Let’s take the metaphor ‘losing your temper’. Probably a lot of people would not be aware that this is a craft analogy from the time when all edge tools were periodically ground to renew their edges in preparation for honing. If excessive pressure was applied on the grindstone over a period of time without cooling through dipping in water the tool would turn blue at the edge and lose its temper. It would not afterwards be able to hold an edge. So don’t get overheated under pressure like the knife and lose your temper. ‘Temper’ I suggest here has lost its connection with its original analogical roots. Besides you won’t be able to ‘cope’. (f. couper/cut)

How dependent is philosophy on analogies? ‘Foundationally’ I would say and when ‘my spade turns’ (Wittgenstein) I know this is a sound ‘footing’.

But the greatest thing by far is be to a master of metaphor. It is the one thing that cannot be learnt from others, and it also a sign of genius, since a good metaphor implies an intuitive perception of the similarity in dissimilars.
(From Aristotle’s Poetics 22:1459)

Addendum/13.12.16: paragon

Tuesday 5 November 2013

Deadly Intent


I’ve been looking at the discussion on the related topics of why utilitarianism is detested and why Peter Singer is creepy.(timber 'Creepy’ good American word which I was surprised to find in a story of Edith Wharton’s from her collection Men and Ghosts. It has almost a prochronistic effect, but there it is, meaning in that case uncanny. In the Singer case it would refer to the shudder of distaste caused by rebarbative opinions unswervingly held with specious logic and requisite banality. His near perfect mastery of emotional cues is evinced by his serious discussion with a severely disabled person about the rational utility of her never having been born or if having somehow escaped screening should have as a neonate been put down.

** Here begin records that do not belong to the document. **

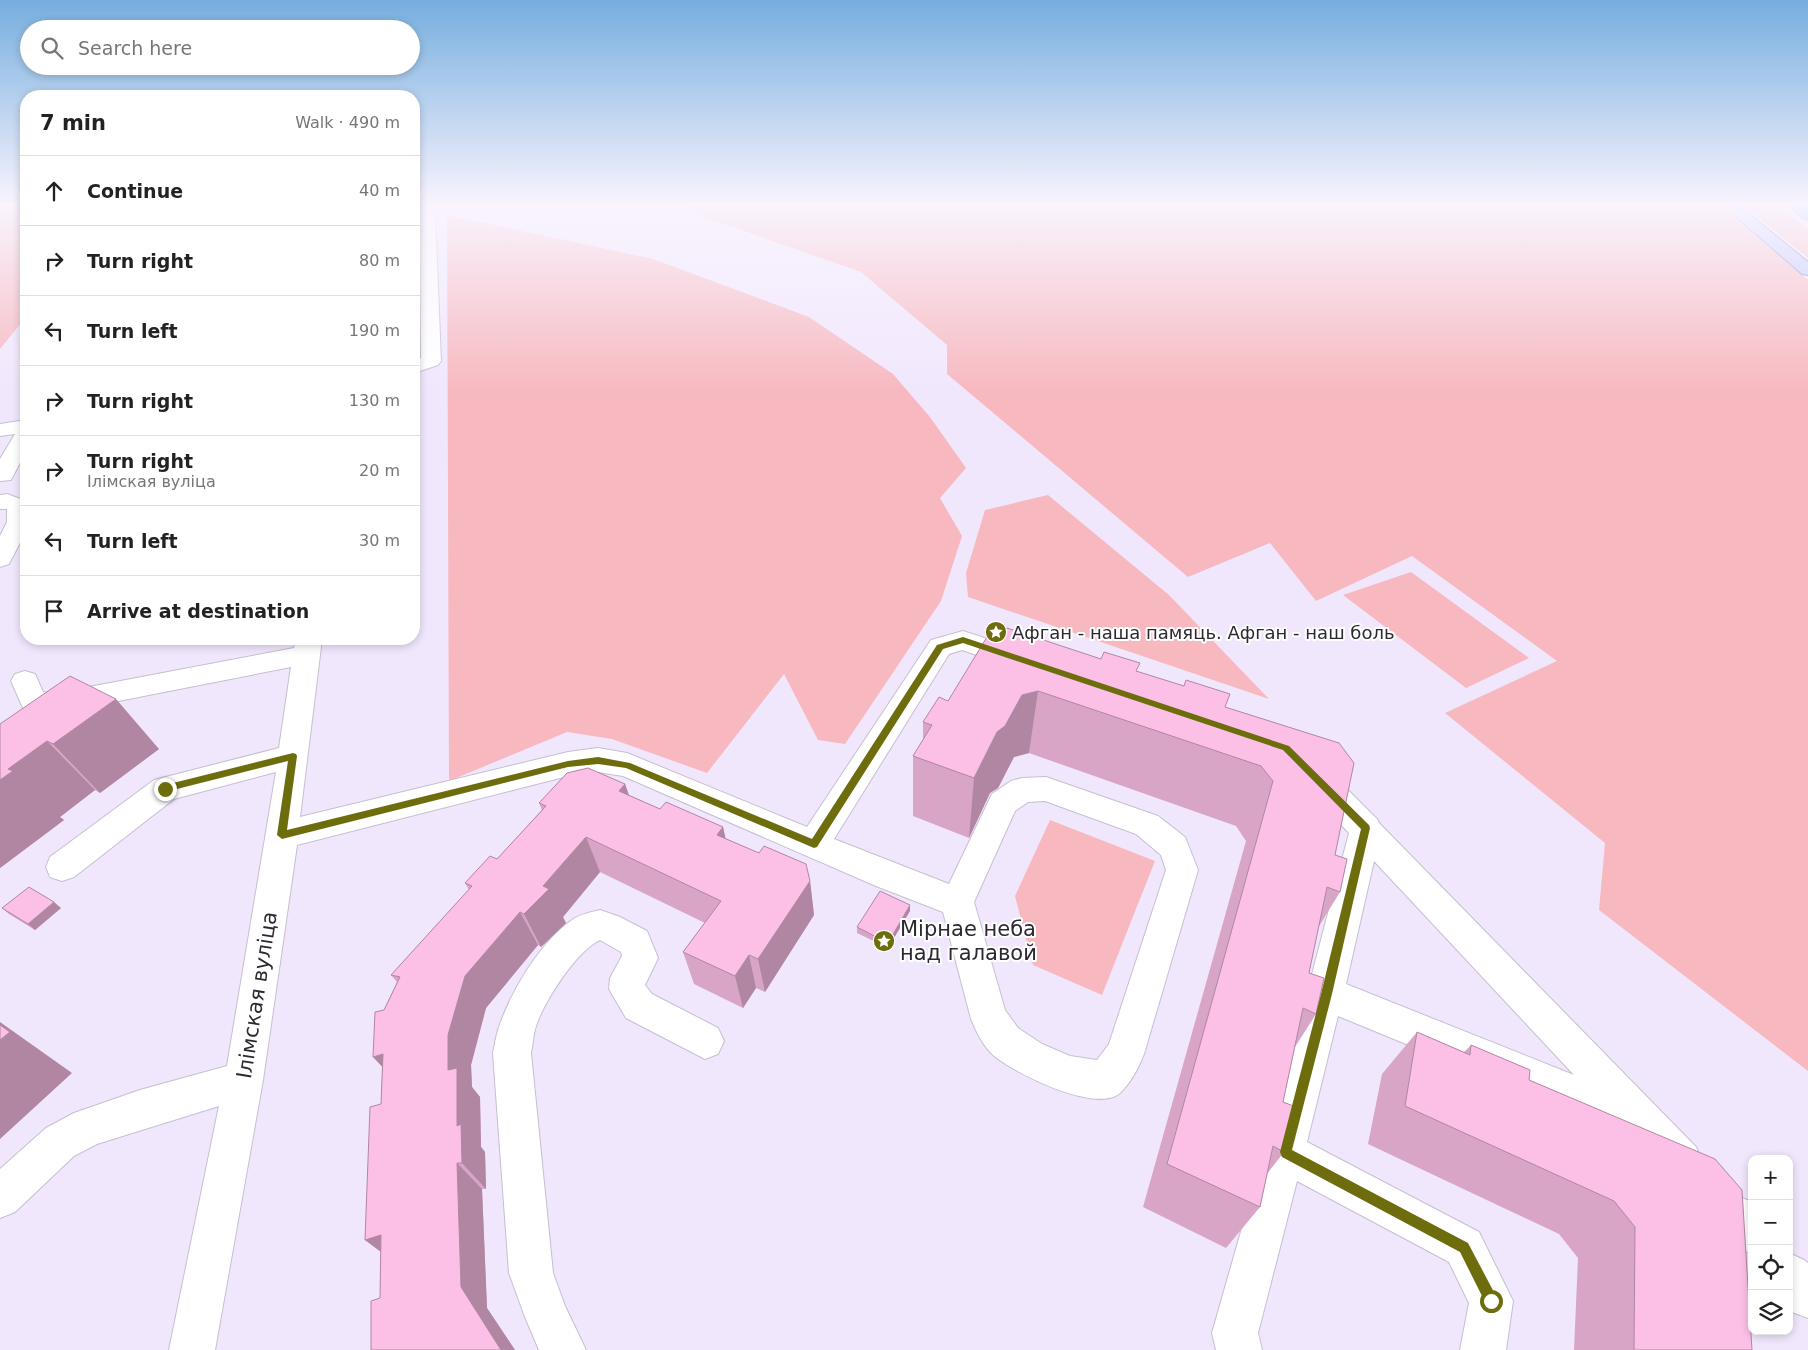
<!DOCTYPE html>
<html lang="en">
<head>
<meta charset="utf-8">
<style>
	:root { --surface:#fff; --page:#f2f2f2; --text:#222; --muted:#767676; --line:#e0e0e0 }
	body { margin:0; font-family:"DejaVu Sans",sans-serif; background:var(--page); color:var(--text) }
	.controls { position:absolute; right:15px; bottom:15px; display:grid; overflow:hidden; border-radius:10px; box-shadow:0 2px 8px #0003 }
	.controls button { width:45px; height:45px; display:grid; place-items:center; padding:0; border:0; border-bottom:1px solid var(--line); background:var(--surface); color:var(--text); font:25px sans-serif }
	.stop { position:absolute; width:15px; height:15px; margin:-11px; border:4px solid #6e6d0d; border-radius:50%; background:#fff }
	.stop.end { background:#6e6d0d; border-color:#fff; box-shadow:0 1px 5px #0008 }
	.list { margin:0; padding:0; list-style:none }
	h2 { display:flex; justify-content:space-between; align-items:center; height:65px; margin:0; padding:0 20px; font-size:21px }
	h2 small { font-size:16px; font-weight:400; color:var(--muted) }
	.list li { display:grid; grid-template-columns:32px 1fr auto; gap:15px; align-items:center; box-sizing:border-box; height:70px; padding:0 20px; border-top:1px solid var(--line) }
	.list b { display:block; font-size:19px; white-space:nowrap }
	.list p { margin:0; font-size:16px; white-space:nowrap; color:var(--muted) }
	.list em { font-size:16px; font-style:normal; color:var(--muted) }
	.icon { flex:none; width:28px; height:28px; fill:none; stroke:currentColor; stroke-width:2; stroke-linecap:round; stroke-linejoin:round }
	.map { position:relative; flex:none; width:1808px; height:1350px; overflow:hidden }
	.search { position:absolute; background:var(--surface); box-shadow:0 2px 8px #0003; left:20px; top:20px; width:400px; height:55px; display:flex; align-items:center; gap:12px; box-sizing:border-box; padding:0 18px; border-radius:28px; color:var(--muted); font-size:19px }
	.panel { position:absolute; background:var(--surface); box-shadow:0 2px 8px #0003; left:20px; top:90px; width:400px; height:555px; border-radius:20px }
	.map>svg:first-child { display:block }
	.green { fill:#f7b8bf }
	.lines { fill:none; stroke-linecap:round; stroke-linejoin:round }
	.minor-casing { stroke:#c7bed2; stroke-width:2 }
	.major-casing { stroke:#6973b6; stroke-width:2 }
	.highway-casing { stroke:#6973b6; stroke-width:2 }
	.minor { fill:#fff; fill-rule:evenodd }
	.major { fill:#b9c3fe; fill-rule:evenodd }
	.highway { fill:#8a9bfe; fill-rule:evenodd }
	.wall { fill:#d9a5c7 }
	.shaded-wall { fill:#b086a2 }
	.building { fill:#fcc0e7; stroke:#b086a2 }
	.route { fill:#6e6d0d }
	.labels { text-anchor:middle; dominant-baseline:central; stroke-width:4; stroke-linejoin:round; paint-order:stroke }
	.poi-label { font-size:18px; fill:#2c2830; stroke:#fff; text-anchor:start }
	.near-poi-label { font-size:21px; fill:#2c2830; stroke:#fff; text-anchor:start }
	.near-street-label { font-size:21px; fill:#2c2830; stroke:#fff }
</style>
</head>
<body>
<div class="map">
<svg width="1808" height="1350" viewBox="0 0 1808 1350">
	<rect width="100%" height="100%" fill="#f1e7fd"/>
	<!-- green -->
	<path class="green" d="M0,204h26v113l-26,32z
		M686,204h1031l91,76v791l-209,-161 6,-67 -160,-130 112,-52 -145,-105 -96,45 -46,-58 -82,34 -241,-203v-29l-86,-73 -174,-61z
		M1741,204h36l31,26v28z
		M447,215l206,44 156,58 84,57 37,43 36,51 -26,30 22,38 -21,65 -96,143 -27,-4 -34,-66 -77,99 -95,-34 -45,-7 -118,49z
		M1048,495l121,100 100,104 -301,-102 -2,-24 19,-63z
		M1411,572l118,86 -63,30 -123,-93z
		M1050,820l105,41 -53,134 -69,-30 -18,-69z"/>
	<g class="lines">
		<!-- minor casing -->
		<g class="minor-casing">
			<path id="minor" d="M414,206l18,4 3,3 6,148 -3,4 -24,8v-12l7,-3 -1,-142 -6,-1z
				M26,420v31l-15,29 -11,1v-22l15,-25 -15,2v-12z
				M7,494l19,7v30l-17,33 -9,3v-31l7,-14v-13h-7v-14z
				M963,631l62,20 4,7 -4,7 -10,3 -53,-18 -13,4 -115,185 115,45 43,-90 19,-13 11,-3 24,-1 112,39 27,21 13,33 -54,184c-5,13 -14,30 -24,39 -24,21 -106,-20 -127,-38 -10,-9 -17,-24 -22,-36l-28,-107 -67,-26 -253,-110 -25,-4 -30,4 -271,69 -34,235 -48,270h-46l50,-244 -122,38 -23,12 -59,56 -15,6v-49l46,-41 28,-15 66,-23 87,-24 49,-294 -102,27 -100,78 -12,4 -12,-4 -4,-10 4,-10 104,-77 125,-32 12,-81 -239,47 -29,-6 -12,-27 4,-7 10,-3 10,3 8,18 9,2 242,-46 2,-9h26l-22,178 268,-65 30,-4 29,5 180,74 124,-187zM1045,801l91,33 25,21 5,15 -57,174 -12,16 -27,-4 -28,-12 -24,-16 -13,-18 -31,-108 41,-91 13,-9z
				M1318,768l11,3 48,48 2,4 317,324 6,14 -6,14 -14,6 -14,-6 -36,-38 -294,-121 -31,126 172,90 34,69 -7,49h-46l9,-47 -20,-41 -152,-81 -39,152 4,17h-46l-4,-17 72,-252 65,-248 -42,-44 -4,-9 4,-9zM1374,861l200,214 -228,-91z
				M600,910l20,7 27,14 11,27 -13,27 7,9 66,34 6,13 -6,13 -13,5 -79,-41 -17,-29 1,-11 12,-22 -1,-4 -21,-12c-24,11 -56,62 -64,86 -3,9 -3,18 -5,27l22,220 12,33 21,44h-47l-14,-33 -16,-44 -16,-220c2,-9 3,-18 6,-26 12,-36 43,-88 76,-109 7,-4 17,-6 25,-8z
				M1737,1196l15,6v52c-20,-8 -28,-17 -36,-37l6,-15z
				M1789,1253l15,7 4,3v55l-16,-6 -3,-4z"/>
		</g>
		<!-- major casing -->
		<g class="major-casing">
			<path id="major" d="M1721,204h16l71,58v13l-6,-1z"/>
		</g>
		<!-- highway casing -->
		<g class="highway-casing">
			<path id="highway" d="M1787,204h16l5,4v12l-5,-2z"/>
		</g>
		<!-- minor -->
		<use href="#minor" class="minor"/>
		<!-- major -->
		<use href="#major" class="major"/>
		<!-- highway -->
		<use href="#highway" class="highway"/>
	</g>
	<!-- wall -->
	<path class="wall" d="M1138,672l87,35 110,148 5,37 -22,36 -9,45 7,41 -21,33 -12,55 1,50 -17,22 -7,33 -34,41 -83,-41 103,-366 -10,-15 -207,-73 -15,4 -16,31 -8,5 -21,45 -56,-22v-60l10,-16v-18l25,-21z
		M0,724l159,25 -59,44 -5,-3 -35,27 4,3 -64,48z
		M625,784l4,11 31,14 63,18 2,11 85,43 4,34 -49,77 -9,-4 -13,20 -49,-24 -11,-32 22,-29 -105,-51 -37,45 3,6 -25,24 -3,-2 -52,63 -15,57 1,22 8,10 1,50 4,5 1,37h-4l5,119 28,42h-144l9,-52 1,-46 -16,-12 16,-136 3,-94 13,-28 -6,-7 78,-85 -4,-7 32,-24 45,-49 -3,-7z
		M2,908h59l-26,22 -26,-16z
		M910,911l-22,37 -31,-15v-6z
		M1417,1032l47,20 7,-7 58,35 223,270h-178l4,-92 -19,-24 -191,-90 14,-70z"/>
	<!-- shaded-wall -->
	<path class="shaded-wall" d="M1038,691l-9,62 -15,4 -16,31 -8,5 -21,45 5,-60 23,-46 25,-37z
		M116,699l43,50 -59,44 -47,-49z
		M47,741l48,49 -35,27 4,3 -64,48v-88l8,-11z
		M625,784l12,35 -18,-28z
		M723,827l8,35 -14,-27z
		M586,837l14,35 -37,45 3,6 -25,24 -17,-33 19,-28z
		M810,881l4,34 -49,77 -7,-33z
		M54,902l7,6 -26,22 -7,-6z
		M910,905v6l-22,37v-5z
		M520,912l18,33 -52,63 -15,57 1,22 8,10 1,50 4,5 1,37 -24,-26 -14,-93v-35l17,-59z
		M749,955l7,33 -13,20 -8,-32z
		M0,1022l72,51 -72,66z
		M383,1054l17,32 -27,-29z
		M457,1163l25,26 5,119 28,42h-14l-40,-63z
		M381,1235l15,28 -31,-23z"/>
	<!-- building -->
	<path class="building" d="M1007,628l94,31 3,-7 36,11 -4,8 48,15 2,-6 44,14 -5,13 114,36 15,20 -19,92 12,4 -7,33 -13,-5 -18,86 15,5 -8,36 -13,-6 -20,94 13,5 -12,45 -11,-6 -13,61 -93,-43 106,-383 -12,-15 -223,-75 -16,4 -17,31 -8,6 -23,46 -61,-22 19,-31 -9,-3 16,-25 9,4 42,-69z
		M70,676l46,23 -63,45 -6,-3 -39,28 5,2 -13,9v-56z
		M588,768l37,16 -6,7 41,18 6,-7 57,25 -6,8 42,18 5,-7 42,18 4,17 -52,78 -9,-4 -14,21 -52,-24 38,-51 -135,-64 -43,49 6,3 -25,25 -4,-2 -55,64 -17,59v35l9,-2v58l4,-2 1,39h-5l4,124 40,63h-130v-49l9,-3 1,-63 -16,5 5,-133 11,-3 2,-50 -10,3 2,-45 9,-2 16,-33 -9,-2 81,-89 -7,-3 25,-27 7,3 49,-53 -7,-3 28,-30z
		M29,887l25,15 -26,22 -26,-16z
		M880,891l30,14 -22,38 -31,-16z
		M0,1025l10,7 -10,8z
		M1417,1032l53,23 1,-10 59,25 -1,10 186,79 27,31 10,160h-118l1,-123 -21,-26 -209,-95z"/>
	<!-- sky -->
	<linearGradient id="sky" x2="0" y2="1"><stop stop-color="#76aede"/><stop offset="0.52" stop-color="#f9f4fe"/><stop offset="1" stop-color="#f9f4fe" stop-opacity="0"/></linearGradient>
	<rect width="1808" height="393" fill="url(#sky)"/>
	<!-- route -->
	<path class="route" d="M963,637l326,109 80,79 1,3 -38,166 -40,156 176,93 28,53 2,5 -2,5 -5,2 -4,-2 -27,-54 -178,-95 -2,-5 41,-158 40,-165 -78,-79 -320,-107 -20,6 -126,198 -3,1 -188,-80 -28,-4 -30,3 -286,72 -5,-4 11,-74 -123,31 -4,-3 4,-4 128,-32 3,1 1,2 -10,74 281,-69 30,-4 32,6 182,76 125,-194z"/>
	<!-- icons -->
	<defs>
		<g id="sight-disc" transform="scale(1.125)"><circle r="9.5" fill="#6e6d0d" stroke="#fff"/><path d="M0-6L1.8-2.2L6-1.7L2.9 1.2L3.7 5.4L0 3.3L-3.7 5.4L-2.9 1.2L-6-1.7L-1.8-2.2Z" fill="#fff"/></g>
	</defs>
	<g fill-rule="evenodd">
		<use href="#sight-disc" x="996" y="632"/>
		<use href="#sight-disc" x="884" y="941"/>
	</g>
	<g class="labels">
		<!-- poi labels -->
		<g class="poi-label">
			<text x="1012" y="632">Афган - наша памяць. Афган - наш боль</text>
		</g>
		<!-- near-poi labels -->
		<g class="near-poi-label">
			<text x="900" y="929">Мірнае неба<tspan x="900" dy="24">над галавой</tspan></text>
		</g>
		<!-- near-street labels -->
		<g class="near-street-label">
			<text transform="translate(257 995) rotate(-81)">Ілімская вуліца</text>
		</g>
	</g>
</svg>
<div class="controls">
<button>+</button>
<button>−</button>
<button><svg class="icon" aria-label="locate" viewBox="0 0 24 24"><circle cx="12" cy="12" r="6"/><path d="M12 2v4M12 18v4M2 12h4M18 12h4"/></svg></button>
<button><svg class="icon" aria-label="layers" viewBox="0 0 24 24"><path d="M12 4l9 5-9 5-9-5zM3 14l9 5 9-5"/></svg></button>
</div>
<div class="stop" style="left:1491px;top:1301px"></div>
<div class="stop end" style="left:165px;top:789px"></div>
<div class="search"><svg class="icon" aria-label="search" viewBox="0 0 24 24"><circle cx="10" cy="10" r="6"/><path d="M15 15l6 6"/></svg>Search here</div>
<section class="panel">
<h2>7 min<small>Walk · 490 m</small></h2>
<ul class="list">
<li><svg class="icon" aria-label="ahead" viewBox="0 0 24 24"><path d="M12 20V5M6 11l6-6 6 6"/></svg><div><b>Continue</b></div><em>40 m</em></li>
<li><svg class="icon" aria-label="right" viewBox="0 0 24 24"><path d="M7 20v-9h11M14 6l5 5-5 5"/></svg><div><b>Turn right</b></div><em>80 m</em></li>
<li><svg class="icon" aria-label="left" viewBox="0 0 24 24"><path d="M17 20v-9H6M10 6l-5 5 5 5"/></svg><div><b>Turn left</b></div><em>190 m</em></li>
<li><svg class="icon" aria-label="right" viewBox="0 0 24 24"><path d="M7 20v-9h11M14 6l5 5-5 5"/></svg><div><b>Turn right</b></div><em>130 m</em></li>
<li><svg class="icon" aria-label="right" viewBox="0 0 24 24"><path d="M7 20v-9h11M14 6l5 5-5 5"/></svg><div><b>Turn right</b><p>Ілімская вуліца</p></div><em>20 m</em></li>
<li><svg class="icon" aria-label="left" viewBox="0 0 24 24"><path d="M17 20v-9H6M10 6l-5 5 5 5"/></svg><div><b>Turn left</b></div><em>30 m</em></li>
<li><svg class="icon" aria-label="arrive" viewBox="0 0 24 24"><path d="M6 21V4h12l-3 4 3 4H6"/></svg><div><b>Arrive at destination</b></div></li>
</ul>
</section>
</div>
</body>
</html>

His challenge to the logic of the intent of the dominant view of the Timberites is the kernal of the unease which they feel with him. Utilitarianism is after all about intent. As presented by Singer it would depreciate immediate intuitions of right and wrong. They are distractions from correct evaluation. Here is this compromised neonate which challenges your stated intent. Wouldn’t it be better for all concerned if they were painlessly killed? It’s all about intent and remote effects. Anything else is just culture.

Sunday 3 November 2013

Analogies from Nowhere




Opponent: The comparison with the reflection of the sun in water cannot be reasonably upheld her (in the case of the Self), since nothing like that is perceived (here). A material thing, such as water, is seen to be clearly separate from and remotely placed from the sun etc. which are themselves material entities (with forms). There it is proper that an image of the sun should be formed. But the Self is not such a material entity (having form); and since It is all-pervasive and non-different from all, It can have no limiting adjuncts either separate or remote from It. Hence this illustration is inapt.

The opponent has a point, analogies on the same plane can be fruitful but the analogue from nowhere, the no place beyond physics, what are you standing under when you stand under that? Your analogy is a rumour from a resounding void but it is a void that inspires poetry when it is listened to . The vedic sages called it sruti, what is heard. Such analogies from nowhere are a Prolegomena to an Archetectonic of Pure Silence and Philosophy is what you pass through on your way there. A partial defence of metaphysical illustrations is that they are a reflection of a reality and enough to allow a useful transcendental postulate to strike (plant cutting metaphor). “As above so below” (Hermetic maxim)

"What is here is there, what is not here is not anywhere" (Tantric saying)

Note that the Magician of the Waite tarot combines in himself what the two philosophers of the School of Athens indicate.